REQUIRED WORK:
Scan the records below. List lines holding "places".

DATASET:
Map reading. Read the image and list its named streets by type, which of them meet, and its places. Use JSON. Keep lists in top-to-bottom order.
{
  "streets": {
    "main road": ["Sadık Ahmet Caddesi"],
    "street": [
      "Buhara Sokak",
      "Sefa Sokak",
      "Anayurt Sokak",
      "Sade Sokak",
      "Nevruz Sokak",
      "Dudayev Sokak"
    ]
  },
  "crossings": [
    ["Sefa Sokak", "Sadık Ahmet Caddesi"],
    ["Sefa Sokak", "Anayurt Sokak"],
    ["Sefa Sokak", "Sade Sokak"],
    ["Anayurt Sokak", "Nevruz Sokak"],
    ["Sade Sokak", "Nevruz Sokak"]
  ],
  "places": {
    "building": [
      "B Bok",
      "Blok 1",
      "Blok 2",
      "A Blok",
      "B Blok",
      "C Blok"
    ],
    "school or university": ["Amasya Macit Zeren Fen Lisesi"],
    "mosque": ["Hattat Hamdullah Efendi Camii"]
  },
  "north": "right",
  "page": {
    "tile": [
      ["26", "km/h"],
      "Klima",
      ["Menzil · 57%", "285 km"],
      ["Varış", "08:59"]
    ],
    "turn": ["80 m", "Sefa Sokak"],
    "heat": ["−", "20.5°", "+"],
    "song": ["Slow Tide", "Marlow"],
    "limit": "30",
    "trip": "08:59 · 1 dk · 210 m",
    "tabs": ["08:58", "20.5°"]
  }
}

YOUR RESPONSE:
Map reading. Read the image and list its named streets by type, which of them meet, and its places. Use JSON. Keep lists in top-to-bottom order.
  "places": {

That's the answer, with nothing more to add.